With the economy improving and employment at record highs, I have been wondering if drillers have looked at their pricing structure lately. With costs of materials, labor and fuel going up, it seems that a good look at what we charge might be a smart idea. Consider things like the possible import tariff on steel. If you run steel casing, the price is probably going to go up. Pump prices also rise with time. (Seems like every 15 minutes …) With a flush labor market, it is hard to hire qualified help and you are going to have to pay more to hire — and retain — good hands. Is this reflected in your bid?
A driller in Colorado needed a helper, so he put an ad in the paper. He listed what he would pay. He had 10 applicants. Nine of them failed the routine drug screen. They all said, “Pot is legal in Colorado.” He said, “Not in this company.” The 10th one passed, but was so dumb that it looked like drugs had already taken their toll. He re-ran his ad, offering more money. He got some good candidates and hired a hand the next day. This cost goes straight to the bottom line.
I know some drillers that are afraid to raise their prices because they might lose a job. This doesn’t make much sense. They will probably lose money on that job anyway. A better idea is to pass on the money-losing jobs, and concentrate on the jobs where profit is part of the deal. The guy down the road that does everything cheaper probably won’t be around long, anyway.
Many drillers have a problem seeing the difference between wages and profit. The driller might make a check at the end of the week and feel pretty good, but when his pump needs a rebuild and there’s no money in the bank, he’s going to wonder what happened. And heaven forbid that he needs a new rig! Where does that come from? These costs come from gross profits. Net profits come from what’s left over at the end of the year, if there are any.
To properly price a job, you should use a bidding spreadsheet. There are several good, free ones on the internet. Some of them are pretty generic, but some are tailored for the water well industry. They list everything that affects your bottom line. This allows you to see what a job really costs. For instance, a job 100 miles from the shop will obviously cost more than a job down the block. Many “flat price” drillers don’t take this into account, and wonder why they lost money on that job when they made money on the one down the block.

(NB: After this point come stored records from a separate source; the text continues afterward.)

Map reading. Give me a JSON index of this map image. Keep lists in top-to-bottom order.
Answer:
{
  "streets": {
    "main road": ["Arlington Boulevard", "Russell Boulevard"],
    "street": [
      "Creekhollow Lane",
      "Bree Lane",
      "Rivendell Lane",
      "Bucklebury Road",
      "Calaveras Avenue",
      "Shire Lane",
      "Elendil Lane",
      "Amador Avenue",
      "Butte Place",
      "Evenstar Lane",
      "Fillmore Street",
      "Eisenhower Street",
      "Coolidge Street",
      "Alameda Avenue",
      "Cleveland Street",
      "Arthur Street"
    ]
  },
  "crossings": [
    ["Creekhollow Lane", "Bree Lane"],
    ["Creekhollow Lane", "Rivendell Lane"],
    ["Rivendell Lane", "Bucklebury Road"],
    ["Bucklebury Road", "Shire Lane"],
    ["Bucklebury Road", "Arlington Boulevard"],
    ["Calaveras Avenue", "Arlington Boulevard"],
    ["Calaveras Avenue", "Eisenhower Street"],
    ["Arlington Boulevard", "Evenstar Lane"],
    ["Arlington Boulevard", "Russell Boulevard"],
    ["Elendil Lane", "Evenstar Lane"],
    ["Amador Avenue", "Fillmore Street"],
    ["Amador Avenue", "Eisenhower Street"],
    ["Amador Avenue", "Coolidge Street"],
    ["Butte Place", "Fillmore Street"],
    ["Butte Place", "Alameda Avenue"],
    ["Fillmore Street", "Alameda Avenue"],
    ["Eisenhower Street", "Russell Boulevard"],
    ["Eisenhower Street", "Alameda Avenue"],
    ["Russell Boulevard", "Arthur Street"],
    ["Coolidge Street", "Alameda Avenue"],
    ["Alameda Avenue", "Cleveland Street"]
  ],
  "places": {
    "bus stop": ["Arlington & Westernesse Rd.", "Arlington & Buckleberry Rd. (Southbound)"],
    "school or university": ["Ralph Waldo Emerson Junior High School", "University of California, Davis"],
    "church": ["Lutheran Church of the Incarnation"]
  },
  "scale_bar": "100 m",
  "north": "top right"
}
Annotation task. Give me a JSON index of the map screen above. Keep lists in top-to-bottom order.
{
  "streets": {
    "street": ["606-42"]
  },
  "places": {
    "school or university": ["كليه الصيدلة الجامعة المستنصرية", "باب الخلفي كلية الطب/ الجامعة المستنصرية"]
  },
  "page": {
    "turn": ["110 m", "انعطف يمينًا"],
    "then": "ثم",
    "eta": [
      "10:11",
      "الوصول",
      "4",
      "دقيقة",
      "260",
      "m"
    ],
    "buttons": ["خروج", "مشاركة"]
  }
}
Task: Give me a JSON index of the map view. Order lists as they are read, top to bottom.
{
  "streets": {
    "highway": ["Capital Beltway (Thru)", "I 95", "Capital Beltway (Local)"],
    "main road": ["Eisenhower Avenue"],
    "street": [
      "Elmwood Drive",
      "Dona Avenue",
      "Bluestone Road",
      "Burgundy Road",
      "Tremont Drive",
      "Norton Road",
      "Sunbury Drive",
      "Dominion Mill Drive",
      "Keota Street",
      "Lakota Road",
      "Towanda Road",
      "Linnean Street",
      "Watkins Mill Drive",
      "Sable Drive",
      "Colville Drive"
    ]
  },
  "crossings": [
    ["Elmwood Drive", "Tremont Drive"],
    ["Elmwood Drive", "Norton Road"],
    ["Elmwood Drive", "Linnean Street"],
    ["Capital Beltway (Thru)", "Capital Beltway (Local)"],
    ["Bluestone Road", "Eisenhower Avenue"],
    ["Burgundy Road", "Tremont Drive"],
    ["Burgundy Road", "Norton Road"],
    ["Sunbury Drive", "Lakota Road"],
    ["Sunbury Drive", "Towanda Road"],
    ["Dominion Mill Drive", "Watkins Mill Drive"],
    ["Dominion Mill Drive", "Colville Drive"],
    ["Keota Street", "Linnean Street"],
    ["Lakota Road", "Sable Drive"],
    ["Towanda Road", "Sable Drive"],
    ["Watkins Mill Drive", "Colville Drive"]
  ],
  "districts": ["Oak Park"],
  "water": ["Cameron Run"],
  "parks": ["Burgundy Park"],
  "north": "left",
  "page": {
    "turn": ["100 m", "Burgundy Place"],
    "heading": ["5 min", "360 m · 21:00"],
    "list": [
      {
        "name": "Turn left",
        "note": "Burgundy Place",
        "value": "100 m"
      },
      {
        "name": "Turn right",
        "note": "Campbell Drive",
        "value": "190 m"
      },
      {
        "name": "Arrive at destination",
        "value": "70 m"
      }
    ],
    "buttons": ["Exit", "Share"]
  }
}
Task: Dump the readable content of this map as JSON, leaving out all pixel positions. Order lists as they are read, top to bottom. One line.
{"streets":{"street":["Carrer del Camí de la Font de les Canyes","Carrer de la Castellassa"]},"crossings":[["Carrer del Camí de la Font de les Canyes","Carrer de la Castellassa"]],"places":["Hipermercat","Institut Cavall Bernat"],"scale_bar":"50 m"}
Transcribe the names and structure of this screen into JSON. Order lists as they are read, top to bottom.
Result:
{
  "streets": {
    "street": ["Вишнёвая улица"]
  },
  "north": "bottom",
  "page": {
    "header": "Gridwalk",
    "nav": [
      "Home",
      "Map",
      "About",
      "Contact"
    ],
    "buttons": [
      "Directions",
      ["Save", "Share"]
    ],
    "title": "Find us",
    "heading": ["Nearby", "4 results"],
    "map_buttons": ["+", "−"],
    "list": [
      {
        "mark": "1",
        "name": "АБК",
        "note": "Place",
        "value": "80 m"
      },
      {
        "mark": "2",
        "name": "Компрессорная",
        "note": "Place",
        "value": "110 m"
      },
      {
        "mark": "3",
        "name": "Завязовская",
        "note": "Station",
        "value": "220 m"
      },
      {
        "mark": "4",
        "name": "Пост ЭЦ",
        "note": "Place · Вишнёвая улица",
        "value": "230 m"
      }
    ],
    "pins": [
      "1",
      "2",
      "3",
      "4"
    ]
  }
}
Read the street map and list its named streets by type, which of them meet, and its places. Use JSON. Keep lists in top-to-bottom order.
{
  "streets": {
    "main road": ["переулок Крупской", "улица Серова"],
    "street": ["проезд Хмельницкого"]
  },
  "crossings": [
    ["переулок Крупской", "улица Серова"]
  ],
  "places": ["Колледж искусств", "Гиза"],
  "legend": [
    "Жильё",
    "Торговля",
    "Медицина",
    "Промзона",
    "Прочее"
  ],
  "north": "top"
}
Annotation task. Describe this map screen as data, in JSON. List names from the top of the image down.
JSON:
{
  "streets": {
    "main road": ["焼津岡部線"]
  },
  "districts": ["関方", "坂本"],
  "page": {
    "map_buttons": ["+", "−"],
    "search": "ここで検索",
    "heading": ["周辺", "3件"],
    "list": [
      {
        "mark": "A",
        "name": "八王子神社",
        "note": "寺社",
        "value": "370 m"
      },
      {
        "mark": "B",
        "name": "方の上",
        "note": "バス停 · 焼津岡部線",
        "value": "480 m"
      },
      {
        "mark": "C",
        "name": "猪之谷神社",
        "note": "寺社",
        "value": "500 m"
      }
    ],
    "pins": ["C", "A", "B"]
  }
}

A bid sheet will ask you to consider mob-demob time, fuel, any extra labor or deliveries, and many other things that you had forgotten to consider. This can add up quickly. It often causes drillers to turn down otherwise profitable jobs because they didn’t know how to price them. Another line in a bid sheet is margin. This is the add-on to the wholesale price to make the proper bid amount. You may be able to get a special deal on a pump, but if you didn’t consider a margin, you haven’t made any money. Same goes for service calls. Labor plus fuel plus parts plus margin plus truck overhead, etc. It’s how we make a living.
Another important item is casing. Steel prices have wild swings in the best of times, and when I was bidding, I always called my supplier and locked in a price before I made a bid. Now that there is a good chance of a significant tariff on steel, who knows? What you may find out is that you have always used imported steel because domestic steel was too expensive. With the impending tariffs, those prices will probably be almost the same. Perfect time to switch to domestic steel and use it as a selling point to your customers.
The bottom line is, know your costs, decide on a margin and stick to it. This will help assure a profit on every job. For instance, if a customer asks you for a discount because you drilled him a well 10 years ago for less, or JunkRig Drilling will do it for less, pull out your bid sheet and see where you should cut to make his price. I guess you could “forget” to pay your help. That’ll save money, but won’t last long. Or you could forget to pay your supplier, or skip an insurance payment. You get the idea. With margins as slim as they are today, there is not much to cut.
Price properly, for a reasonable profit, and stick to it. Your jobs will be profitable, and the money-losing jobs will go down the road. I’ll tell you something about wells. I have never heard a customer say, “That’s such a good price. I’ll take two wells.” I have also yet to hear a customer say, “That’s just too high. I’ll go without water.” The same number of wells are going to be drilled. Might as well make a decent living drilling them.